Parties in the US are allowed broad and liberal discovery of electronically stored information (ESI) relevant and proportional to the claims and defenses in a legal action. When a US-based litigant seeks ESI stored in other countries, however, it raises thorny legal and practical issues. ACEDS recently conducted a webinar on this topic entitled “Now What? Cross-Border and International Discovery Post-Schrems II” with Bryant Isbell from Baker & McKenzie and Eric Mandel from Driven. We thought it made sense to share the recent developments in this area on the ACEDS blog.
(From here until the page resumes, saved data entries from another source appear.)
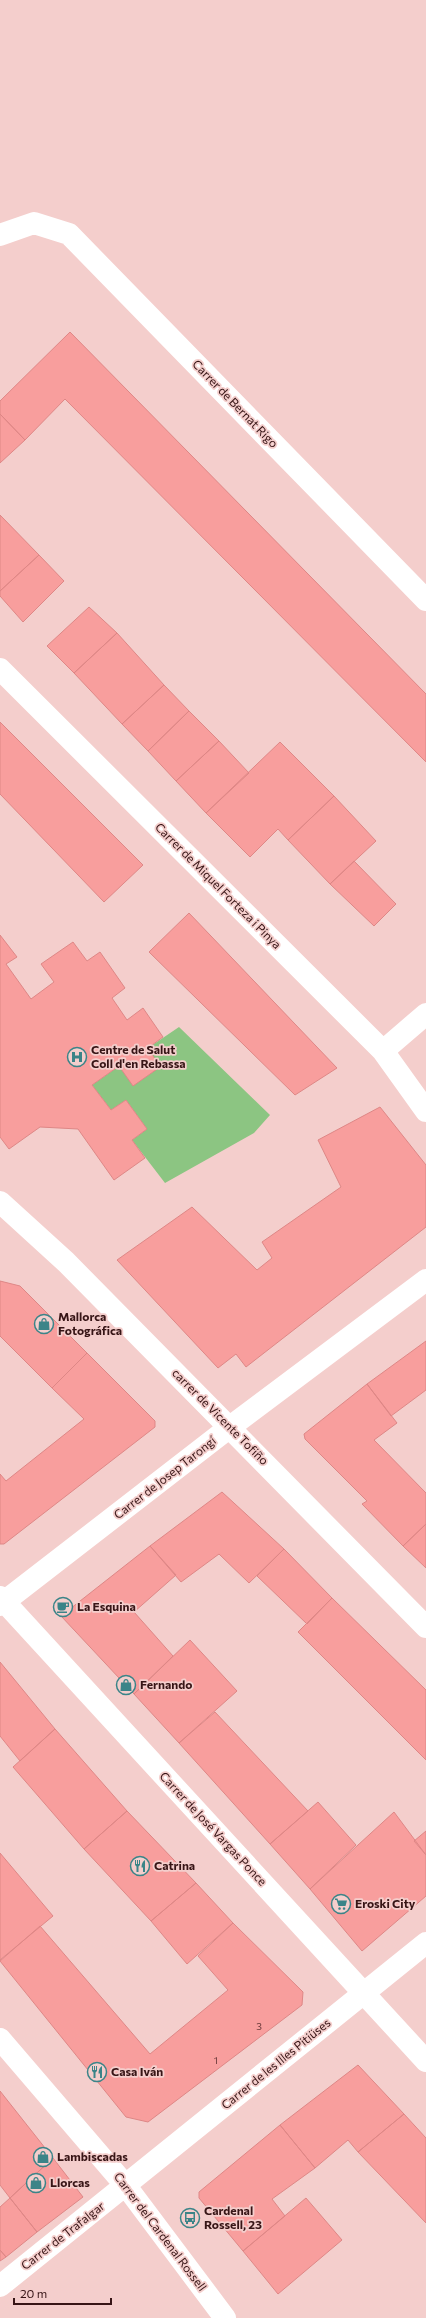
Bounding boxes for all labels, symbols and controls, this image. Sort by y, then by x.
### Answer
street label: Carrer de Bernat Rigo [190,356,281,450]
street label: Carrer de Miquel Forteza i Pinya [153,819,285,951]
place label: Centre de Salut Coll d'en Rebassa [91,1042,186,1070]
hospital icon: Centre de Salut Coll d'en Rebassa [66,1046,88,1068]
place label: Mallorca Fotográfica [58,1309,122,1337]
shop icon: Mallorca Fotográfica [33,1313,55,1335]
street label: carrer de Vicente Tofiño [170,1365,272,1467]
street label: Carrer de Josep Tarongí [111,1432,220,1522]
cafe icon: La Esquina [52,1596,74,1618]
place label: La Esquina [77,1599,136,1613]
shop icon: Fernando [115,1674,137,1696]
place label: Fernando [140,1677,192,1691]
street label: Carrer de José Vargas Ponce [157,1769,270,1889]
restaurant icon: Catrina [129,1855,151,1877]
place label: Catrina [154,1858,195,1872]
supermarket icon: Eroski City [330,1893,352,1915]
place label: Eroski City [355,1896,416,1910]
street label: Carrer de les Illes Pitiüses [218,2015,333,2111]
house number: 3 [256,2020,262,2032]
house number: 1 [214,2054,218,2066]
restaurant icon: Casa Iván [86,2061,108,2083]
place label: Casa Iván [111,2064,163,2078]
shop icon: Lambiscadas [32,2146,54,2168]
place label: Lambiscadas [57,2149,128,2163]
street label: Carrer del Cardenal Rossell [112,2169,210,2293]
shop icon: Llorcas [25,2172,47,2194]
place label: Llorcas [50,2175,90,2189]
street label: Carrer de Trafalgar [18,2198,107,2272]
place label: Cardenal Rossell, 23 [204,2203,262,2231]
bus stop icon: Cardenal Rossell, 23 [179,2207,201,2229]
scale bar [14,2280,111,2306]
text: 20 m [20,2286,47,2300]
EU Courts Invalidate Privacy Shield
For several years now, practitioners have relied on what is called the Privacy Shield to effectively transfer ESI across borders. The Privacy Shield consisted of agreements between the US, the EU and Switzerland to permit cross-border data transfers. The agreements were administered by the US Federal Trade Commission and required that those using the Privacy Shield adhere to seven primary data protection principles and sixteen self-certification principles. The agreements opened communication channels between US and EU data protection authorities, and they provide for binding arbitration to resolve any disputes.
In July, this all changed as the Court of Justice of the European Union (CJEU) invalidated the Privacy Shield, and then about a month later the Swiss data protection authorities did the same. The CJEU ruled in Data Protection Commissioner v. Facebook Ireland and Maximillan Schrems (“Schrems II”) that the Privacy Shield did not adequately protect the privacy citizens in the EU.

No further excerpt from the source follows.